-- Data provided follows --

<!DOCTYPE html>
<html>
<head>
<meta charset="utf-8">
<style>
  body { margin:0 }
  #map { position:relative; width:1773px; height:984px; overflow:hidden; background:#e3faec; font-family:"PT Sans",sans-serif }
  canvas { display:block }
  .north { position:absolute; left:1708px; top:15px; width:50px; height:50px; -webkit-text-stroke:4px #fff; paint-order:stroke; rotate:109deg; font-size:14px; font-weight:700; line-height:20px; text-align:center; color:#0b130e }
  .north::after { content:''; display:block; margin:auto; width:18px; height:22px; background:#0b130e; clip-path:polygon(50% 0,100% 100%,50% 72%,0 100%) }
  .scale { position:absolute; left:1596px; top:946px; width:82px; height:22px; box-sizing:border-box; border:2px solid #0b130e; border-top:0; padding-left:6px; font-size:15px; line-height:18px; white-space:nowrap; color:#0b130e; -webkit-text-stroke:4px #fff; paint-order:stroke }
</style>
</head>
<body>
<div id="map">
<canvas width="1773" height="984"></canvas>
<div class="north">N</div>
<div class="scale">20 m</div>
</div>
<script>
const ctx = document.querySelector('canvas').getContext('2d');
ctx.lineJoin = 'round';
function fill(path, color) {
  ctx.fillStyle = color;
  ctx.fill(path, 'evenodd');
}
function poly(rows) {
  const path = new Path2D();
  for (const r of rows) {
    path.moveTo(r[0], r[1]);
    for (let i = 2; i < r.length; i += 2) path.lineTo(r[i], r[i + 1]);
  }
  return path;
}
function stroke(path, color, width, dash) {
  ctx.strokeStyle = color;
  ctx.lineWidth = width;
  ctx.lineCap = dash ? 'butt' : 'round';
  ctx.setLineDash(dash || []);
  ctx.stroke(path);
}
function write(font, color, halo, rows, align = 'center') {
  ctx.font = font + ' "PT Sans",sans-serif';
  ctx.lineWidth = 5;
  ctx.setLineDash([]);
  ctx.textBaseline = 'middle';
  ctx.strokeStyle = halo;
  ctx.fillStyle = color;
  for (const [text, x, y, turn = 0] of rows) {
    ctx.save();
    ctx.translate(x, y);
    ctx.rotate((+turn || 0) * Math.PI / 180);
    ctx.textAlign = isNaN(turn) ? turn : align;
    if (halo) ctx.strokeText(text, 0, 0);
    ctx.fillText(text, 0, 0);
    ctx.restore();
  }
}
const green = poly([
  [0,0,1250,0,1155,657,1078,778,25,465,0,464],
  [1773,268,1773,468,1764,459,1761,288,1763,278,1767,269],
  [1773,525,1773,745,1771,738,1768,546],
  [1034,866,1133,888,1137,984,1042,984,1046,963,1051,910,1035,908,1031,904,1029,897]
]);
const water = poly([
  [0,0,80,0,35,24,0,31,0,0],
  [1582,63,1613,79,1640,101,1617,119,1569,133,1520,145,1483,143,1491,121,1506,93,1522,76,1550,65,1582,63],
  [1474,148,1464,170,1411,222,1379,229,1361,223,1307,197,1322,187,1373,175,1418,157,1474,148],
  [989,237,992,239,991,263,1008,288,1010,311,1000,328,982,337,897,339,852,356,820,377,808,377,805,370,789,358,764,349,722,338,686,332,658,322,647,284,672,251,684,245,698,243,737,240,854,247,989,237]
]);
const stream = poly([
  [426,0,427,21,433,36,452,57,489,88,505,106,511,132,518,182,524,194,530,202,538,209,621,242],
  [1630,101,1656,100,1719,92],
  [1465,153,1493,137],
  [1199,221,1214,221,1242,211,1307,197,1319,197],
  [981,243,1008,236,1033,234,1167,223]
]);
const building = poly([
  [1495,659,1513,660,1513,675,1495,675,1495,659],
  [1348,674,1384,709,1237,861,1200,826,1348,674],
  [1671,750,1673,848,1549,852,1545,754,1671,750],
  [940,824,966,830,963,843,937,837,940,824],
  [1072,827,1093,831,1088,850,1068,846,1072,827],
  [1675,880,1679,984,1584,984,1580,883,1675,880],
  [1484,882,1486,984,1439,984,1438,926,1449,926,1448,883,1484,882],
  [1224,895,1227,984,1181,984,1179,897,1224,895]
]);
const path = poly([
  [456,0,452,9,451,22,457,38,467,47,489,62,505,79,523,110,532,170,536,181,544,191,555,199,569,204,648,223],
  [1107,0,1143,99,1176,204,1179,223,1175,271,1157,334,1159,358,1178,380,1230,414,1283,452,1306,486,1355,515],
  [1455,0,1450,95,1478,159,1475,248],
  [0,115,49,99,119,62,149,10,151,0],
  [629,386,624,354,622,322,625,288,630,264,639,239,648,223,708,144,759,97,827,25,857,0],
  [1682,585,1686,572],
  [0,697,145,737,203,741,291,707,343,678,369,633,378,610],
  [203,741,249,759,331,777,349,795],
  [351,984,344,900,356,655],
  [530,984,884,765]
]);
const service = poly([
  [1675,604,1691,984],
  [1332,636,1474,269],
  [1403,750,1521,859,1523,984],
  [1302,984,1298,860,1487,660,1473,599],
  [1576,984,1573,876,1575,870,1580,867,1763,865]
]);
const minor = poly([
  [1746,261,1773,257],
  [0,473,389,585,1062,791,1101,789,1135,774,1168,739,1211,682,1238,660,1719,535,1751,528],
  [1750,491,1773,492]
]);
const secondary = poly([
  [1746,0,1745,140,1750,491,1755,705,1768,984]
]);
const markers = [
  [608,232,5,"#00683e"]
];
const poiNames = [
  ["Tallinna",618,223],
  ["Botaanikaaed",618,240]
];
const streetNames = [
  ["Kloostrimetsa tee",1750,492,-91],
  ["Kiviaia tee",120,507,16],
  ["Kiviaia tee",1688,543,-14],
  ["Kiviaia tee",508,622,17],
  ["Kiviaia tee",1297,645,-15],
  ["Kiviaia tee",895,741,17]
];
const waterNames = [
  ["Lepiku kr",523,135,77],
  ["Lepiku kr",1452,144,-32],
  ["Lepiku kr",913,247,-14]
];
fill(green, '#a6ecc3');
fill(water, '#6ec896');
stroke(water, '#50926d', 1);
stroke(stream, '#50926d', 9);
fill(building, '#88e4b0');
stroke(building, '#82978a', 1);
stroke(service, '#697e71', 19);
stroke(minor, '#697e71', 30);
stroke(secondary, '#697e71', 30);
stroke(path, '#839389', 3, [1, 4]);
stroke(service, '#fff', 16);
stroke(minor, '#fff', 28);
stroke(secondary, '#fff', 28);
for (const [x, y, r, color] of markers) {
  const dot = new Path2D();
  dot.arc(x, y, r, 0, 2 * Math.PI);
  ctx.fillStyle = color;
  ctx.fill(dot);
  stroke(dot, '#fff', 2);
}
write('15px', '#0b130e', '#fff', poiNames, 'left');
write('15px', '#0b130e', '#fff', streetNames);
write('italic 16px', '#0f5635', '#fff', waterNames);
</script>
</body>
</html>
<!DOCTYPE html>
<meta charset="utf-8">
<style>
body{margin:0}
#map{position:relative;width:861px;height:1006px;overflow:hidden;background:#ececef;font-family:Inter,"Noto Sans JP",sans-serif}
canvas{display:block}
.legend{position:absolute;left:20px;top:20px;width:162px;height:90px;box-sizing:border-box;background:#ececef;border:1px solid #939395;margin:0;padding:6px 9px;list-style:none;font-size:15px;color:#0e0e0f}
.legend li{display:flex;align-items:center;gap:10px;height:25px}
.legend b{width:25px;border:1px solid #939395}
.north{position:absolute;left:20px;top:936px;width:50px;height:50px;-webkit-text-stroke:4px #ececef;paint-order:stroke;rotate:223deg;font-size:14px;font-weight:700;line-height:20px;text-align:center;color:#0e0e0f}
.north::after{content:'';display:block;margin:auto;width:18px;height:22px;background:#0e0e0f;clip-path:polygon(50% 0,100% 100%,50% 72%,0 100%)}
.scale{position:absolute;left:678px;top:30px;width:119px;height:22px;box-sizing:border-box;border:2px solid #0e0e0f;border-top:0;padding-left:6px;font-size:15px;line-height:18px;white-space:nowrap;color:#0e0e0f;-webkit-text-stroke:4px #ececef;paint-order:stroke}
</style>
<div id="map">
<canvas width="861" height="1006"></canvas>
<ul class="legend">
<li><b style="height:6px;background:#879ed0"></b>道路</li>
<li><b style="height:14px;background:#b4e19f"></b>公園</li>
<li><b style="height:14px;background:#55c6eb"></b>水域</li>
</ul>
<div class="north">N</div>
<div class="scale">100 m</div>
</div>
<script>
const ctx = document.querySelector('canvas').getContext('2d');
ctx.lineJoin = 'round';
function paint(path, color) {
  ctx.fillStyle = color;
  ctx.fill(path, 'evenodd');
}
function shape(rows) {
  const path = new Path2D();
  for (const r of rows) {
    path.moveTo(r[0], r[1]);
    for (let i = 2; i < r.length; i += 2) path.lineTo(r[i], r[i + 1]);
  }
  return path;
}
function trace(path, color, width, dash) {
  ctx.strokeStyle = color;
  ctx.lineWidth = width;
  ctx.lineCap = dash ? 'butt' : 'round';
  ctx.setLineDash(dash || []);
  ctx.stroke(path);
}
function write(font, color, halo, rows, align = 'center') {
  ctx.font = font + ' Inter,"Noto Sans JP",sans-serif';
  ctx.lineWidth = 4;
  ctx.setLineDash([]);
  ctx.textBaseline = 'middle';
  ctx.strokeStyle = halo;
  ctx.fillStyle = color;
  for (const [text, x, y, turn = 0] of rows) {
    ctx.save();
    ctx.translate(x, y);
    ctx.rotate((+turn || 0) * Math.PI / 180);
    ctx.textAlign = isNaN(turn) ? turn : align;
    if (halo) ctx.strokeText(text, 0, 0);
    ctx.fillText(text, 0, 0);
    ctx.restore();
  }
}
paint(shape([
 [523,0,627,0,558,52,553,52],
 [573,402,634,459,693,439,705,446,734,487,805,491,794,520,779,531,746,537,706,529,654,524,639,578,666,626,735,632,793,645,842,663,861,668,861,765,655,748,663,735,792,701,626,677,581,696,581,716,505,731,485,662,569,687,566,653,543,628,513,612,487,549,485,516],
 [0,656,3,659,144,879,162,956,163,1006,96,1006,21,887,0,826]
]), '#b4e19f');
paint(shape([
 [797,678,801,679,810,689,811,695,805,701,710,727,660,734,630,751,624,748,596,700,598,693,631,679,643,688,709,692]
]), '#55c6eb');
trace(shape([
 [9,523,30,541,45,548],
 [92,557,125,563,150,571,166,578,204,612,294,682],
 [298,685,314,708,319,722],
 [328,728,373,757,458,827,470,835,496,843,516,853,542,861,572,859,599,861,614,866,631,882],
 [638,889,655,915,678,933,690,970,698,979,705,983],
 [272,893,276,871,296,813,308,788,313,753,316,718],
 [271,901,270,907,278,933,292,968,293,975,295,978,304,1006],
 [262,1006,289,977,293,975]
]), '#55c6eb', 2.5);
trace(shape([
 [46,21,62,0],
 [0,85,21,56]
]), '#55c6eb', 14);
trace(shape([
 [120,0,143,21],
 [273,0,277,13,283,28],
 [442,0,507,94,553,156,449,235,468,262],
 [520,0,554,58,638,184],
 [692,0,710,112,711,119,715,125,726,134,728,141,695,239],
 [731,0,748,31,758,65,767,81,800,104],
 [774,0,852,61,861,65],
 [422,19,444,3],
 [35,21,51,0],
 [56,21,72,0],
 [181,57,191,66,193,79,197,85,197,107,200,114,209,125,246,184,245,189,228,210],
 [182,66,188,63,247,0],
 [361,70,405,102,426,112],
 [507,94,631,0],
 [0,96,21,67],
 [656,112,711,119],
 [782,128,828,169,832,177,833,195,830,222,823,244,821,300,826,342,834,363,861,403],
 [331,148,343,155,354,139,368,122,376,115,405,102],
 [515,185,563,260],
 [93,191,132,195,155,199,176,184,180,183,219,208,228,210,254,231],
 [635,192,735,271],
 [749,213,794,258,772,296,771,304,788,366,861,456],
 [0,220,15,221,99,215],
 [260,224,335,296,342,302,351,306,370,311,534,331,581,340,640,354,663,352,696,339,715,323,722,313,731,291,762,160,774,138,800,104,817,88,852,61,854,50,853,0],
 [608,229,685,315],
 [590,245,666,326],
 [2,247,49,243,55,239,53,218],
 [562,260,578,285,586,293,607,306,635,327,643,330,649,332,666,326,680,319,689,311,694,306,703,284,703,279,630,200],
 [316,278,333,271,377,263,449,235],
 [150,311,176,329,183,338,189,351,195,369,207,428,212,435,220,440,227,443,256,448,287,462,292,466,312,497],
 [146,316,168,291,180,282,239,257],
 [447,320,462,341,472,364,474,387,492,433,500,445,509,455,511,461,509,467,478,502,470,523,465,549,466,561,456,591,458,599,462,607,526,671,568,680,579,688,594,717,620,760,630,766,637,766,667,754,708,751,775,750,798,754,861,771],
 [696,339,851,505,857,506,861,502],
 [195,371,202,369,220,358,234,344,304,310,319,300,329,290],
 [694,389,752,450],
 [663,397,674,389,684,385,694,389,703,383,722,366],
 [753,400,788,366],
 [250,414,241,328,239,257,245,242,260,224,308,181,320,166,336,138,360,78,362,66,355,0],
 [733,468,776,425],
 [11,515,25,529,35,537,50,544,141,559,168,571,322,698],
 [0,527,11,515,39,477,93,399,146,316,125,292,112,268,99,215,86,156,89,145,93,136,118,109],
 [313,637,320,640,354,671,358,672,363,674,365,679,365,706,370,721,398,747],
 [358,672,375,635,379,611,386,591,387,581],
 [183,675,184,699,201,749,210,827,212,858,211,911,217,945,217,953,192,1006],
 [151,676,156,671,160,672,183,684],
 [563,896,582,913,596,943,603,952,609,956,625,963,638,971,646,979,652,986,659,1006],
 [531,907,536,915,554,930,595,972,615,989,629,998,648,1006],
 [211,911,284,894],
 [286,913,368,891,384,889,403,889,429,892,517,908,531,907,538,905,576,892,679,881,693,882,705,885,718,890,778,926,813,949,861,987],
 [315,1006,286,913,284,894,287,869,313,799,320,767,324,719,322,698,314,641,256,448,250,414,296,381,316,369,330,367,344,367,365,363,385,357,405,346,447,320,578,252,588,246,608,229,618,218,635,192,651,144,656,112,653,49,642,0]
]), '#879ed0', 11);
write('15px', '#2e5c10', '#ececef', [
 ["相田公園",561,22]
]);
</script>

-- Data provided concluded --

### Task description
Retype every line of the listing, word for word, from its opening line to the line that holds "position:absolute; left:1708px; top:15px;", and include that last line too.

### Response to this task
<!DOCTYPE html>
<html>
<head>
<meta charset="utf-8">
<style>
  body { margin:0 }
  #map { position:relative; width:1773px; height:984px; overflow:hidden; background:#e3faec; font-family:"PT Sans",sans-serif }
  canvas { display:block }
  .north { position:absolute; left:1708px; top:15px; width:50px; height:50px; -webkit-text-stroke:4px #fff; paint-order:stroke; rotate:109deg; font-size:14px; font-weight:700; line-height:20px; text-align:center; color:#0b130e }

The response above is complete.